# PROMPT
All lines after the one containing "20V5M6 11l6-6 6" are needed, along with that line itself. Please repeat them exactly through the end of the entries.

# Source records
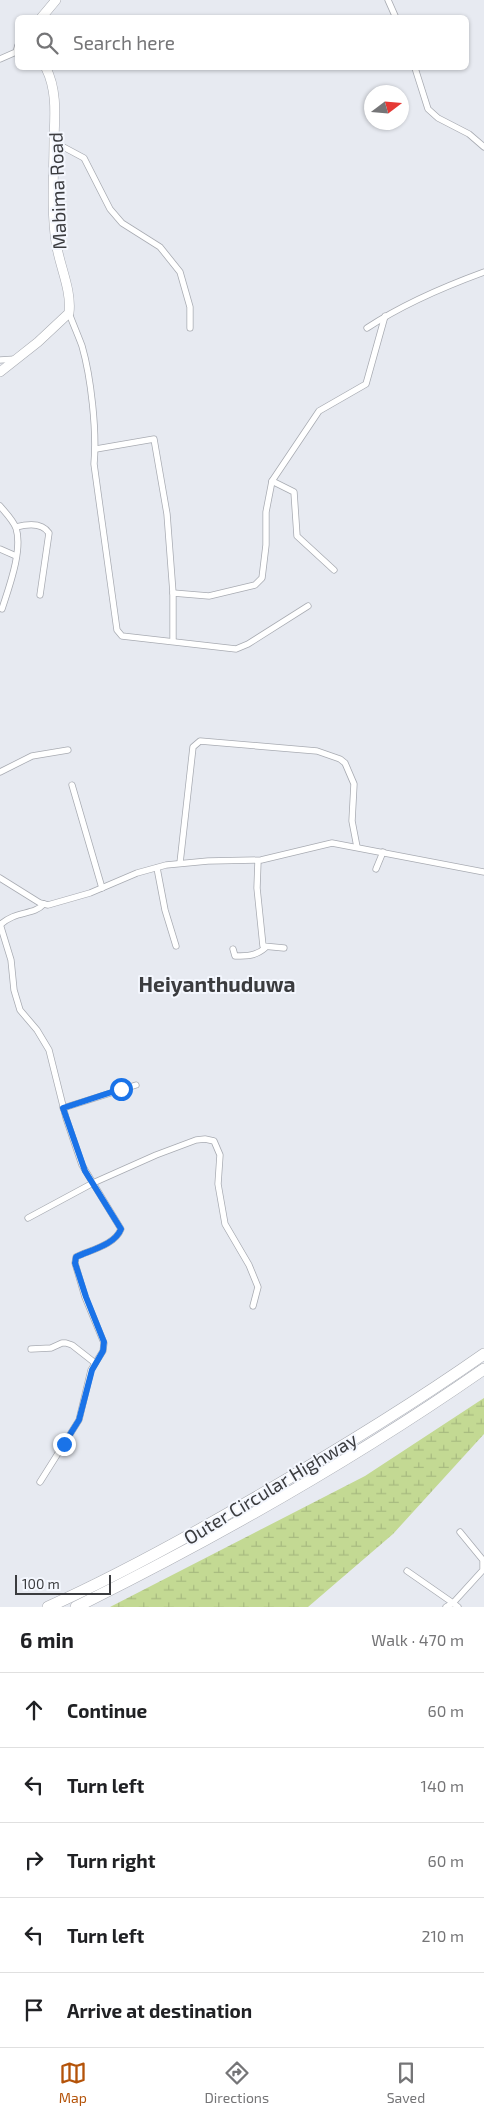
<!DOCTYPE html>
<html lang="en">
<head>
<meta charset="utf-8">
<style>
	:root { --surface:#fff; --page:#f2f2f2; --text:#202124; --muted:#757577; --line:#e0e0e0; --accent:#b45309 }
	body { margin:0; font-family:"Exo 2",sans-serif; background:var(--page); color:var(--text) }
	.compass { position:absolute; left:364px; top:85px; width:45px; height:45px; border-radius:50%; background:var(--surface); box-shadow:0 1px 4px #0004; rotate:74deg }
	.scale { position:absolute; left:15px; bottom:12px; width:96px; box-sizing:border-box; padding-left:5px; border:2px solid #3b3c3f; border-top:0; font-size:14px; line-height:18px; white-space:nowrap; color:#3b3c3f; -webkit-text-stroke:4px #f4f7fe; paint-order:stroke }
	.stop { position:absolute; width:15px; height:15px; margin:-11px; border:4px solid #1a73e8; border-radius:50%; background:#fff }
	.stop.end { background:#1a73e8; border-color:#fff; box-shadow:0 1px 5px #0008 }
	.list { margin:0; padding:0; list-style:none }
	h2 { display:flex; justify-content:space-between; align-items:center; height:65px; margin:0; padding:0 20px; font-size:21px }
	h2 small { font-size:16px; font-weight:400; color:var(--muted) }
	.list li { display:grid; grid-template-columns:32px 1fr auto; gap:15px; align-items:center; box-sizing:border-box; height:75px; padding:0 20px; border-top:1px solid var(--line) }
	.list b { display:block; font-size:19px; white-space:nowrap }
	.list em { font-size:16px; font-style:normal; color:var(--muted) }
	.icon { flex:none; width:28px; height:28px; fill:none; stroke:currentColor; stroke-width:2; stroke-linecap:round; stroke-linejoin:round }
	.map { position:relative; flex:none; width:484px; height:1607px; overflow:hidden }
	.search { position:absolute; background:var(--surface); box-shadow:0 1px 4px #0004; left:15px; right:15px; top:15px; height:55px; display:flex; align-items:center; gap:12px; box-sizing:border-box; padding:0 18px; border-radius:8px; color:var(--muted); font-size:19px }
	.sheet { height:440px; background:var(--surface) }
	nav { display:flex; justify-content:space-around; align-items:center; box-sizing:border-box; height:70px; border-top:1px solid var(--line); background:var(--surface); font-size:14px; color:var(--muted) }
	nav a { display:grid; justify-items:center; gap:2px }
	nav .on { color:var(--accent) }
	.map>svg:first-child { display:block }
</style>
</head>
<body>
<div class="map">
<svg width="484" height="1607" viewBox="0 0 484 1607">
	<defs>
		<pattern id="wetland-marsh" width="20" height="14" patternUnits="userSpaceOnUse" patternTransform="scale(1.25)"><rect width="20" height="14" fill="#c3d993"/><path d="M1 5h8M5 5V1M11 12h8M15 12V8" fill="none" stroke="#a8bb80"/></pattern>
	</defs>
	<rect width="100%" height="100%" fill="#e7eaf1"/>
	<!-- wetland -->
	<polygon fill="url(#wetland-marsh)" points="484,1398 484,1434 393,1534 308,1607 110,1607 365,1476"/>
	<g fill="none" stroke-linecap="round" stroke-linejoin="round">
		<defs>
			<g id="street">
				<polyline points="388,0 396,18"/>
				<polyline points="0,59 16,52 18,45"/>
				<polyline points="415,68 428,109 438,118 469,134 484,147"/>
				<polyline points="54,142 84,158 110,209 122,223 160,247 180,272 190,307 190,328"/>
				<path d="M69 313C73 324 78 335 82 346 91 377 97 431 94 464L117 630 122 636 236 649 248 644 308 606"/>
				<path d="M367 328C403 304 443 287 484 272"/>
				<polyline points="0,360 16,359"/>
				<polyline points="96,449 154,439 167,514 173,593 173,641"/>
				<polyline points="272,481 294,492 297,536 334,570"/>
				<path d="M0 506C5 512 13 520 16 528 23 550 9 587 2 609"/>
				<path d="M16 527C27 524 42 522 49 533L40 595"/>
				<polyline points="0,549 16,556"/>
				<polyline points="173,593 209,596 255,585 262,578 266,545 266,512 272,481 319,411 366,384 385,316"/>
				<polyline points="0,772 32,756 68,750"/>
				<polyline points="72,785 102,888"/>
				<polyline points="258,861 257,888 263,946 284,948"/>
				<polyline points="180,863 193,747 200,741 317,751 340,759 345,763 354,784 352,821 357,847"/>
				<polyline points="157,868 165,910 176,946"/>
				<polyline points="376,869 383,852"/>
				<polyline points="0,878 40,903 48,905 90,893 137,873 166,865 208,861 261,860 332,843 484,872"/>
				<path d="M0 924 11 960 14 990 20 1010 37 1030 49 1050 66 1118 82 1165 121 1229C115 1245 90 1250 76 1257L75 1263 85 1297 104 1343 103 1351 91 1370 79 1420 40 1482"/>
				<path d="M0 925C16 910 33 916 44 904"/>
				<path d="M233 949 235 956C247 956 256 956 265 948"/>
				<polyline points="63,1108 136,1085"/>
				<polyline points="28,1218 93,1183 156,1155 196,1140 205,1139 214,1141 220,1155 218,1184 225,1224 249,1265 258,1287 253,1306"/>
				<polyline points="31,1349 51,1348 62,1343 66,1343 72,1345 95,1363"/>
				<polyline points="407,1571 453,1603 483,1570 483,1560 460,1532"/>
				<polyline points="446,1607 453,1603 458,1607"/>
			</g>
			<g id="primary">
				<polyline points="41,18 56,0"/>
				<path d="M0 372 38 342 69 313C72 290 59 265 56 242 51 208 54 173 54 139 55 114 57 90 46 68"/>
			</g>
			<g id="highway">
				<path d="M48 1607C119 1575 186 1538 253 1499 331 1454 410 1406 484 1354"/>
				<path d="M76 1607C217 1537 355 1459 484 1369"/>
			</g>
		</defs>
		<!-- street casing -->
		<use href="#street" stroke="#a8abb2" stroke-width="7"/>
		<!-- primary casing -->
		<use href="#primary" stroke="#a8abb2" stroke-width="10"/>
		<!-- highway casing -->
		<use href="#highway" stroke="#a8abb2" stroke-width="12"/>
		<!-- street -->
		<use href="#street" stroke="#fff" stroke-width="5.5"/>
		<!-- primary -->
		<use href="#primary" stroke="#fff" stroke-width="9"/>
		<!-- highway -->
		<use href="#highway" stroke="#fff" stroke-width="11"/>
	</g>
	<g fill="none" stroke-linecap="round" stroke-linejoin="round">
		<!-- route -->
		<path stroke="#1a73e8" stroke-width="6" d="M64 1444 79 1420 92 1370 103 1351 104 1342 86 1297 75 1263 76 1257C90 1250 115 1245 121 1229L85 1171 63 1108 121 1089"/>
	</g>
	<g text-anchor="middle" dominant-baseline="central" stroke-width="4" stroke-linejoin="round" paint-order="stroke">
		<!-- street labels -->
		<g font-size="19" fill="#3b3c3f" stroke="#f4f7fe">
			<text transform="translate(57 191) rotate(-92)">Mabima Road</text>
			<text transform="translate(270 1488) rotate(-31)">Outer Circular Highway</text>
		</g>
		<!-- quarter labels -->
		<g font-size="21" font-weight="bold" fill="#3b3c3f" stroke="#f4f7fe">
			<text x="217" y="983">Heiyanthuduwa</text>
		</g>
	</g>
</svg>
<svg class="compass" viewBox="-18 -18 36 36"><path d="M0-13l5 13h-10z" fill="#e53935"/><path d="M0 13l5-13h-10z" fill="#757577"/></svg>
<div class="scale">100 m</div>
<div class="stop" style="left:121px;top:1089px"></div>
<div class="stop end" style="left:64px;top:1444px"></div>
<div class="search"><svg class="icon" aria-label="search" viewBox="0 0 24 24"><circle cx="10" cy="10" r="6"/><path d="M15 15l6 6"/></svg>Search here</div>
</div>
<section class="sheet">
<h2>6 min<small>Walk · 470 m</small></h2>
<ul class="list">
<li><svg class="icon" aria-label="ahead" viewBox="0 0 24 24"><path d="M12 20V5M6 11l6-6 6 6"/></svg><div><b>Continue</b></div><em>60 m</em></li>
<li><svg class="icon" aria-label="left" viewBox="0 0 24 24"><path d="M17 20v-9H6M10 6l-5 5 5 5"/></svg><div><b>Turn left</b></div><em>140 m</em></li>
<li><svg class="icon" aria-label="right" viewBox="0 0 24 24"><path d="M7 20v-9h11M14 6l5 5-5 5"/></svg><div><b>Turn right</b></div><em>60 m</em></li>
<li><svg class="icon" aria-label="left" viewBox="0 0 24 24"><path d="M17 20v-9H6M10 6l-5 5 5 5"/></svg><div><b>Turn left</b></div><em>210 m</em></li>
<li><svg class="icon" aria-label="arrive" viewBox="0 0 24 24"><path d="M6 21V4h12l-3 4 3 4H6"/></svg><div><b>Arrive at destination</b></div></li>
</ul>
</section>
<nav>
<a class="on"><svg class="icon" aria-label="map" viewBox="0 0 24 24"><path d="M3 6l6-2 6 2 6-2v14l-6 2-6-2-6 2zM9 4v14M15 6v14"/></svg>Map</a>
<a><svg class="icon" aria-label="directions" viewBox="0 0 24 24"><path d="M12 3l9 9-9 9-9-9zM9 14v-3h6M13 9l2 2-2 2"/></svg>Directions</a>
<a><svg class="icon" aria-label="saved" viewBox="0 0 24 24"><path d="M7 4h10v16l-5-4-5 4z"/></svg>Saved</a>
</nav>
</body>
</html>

# FINISHED TASK
<li><svg class="icon" aria-label="ahead" viewBox="0 0 24 24"><path d="M12 20V5M6 11l6-6 6 6"/></svg><div><b>Continue</b></div><em>60 m</em></li>
<li><svg class="icon" aria-label="left" viewBox="0 0 24 24"><path d="M17 20v-9H6M10 6l-5 5 5 5"/></svg><div><b>Turn left</b></div><em>140 m</em></li>
<li><svg class="icon" aria-label="right" viewBox="0 0 24 24"><path d="M7 20v-9h11M14 6l5 5-5 5"/></svg><div><b>Turn right</b></div><em>60 m</em></li>
<li><svg class="icon" aria-label="left" viewBox="0 0 24 24"><path d="M17 20v-9H6M10 6l-5 5 5 5"/></svg><div><b>Turn left</b></div><em>210 m</em></li>
<li><svg class="icon" aria-label="arrive" viewBox="0 0 24 24"><path d="M6 21V4h12l-3 4 3 4H6"/></svg><div><b>Arrive at destination</b></div></li>
</ul>
</section>
<nav>
<a class="on"><svg class="icon" aria-label="map" viewBox="0 0 24 24"><path d="M3 6l6-2 6 2 6-2v14l-6 2-6-2-6 2zM9 4v14M15 6v14"/></svg>Map</a>
<a><svg class="icon" aria-label="directions" viewBox="0 0 24 24"><path d="M12 3l9 9-9 9-9-9zM9 14v-3h6M13 9l2 2-2 2"/></svg>Directions</a>
<a><svg class="icon" aria-label="saved" viewBox="0 0 24 24"><path d="M7 4h10v16l-5-4-5 4z"/></svg>Saved</a>
</nav>
</body>
</html>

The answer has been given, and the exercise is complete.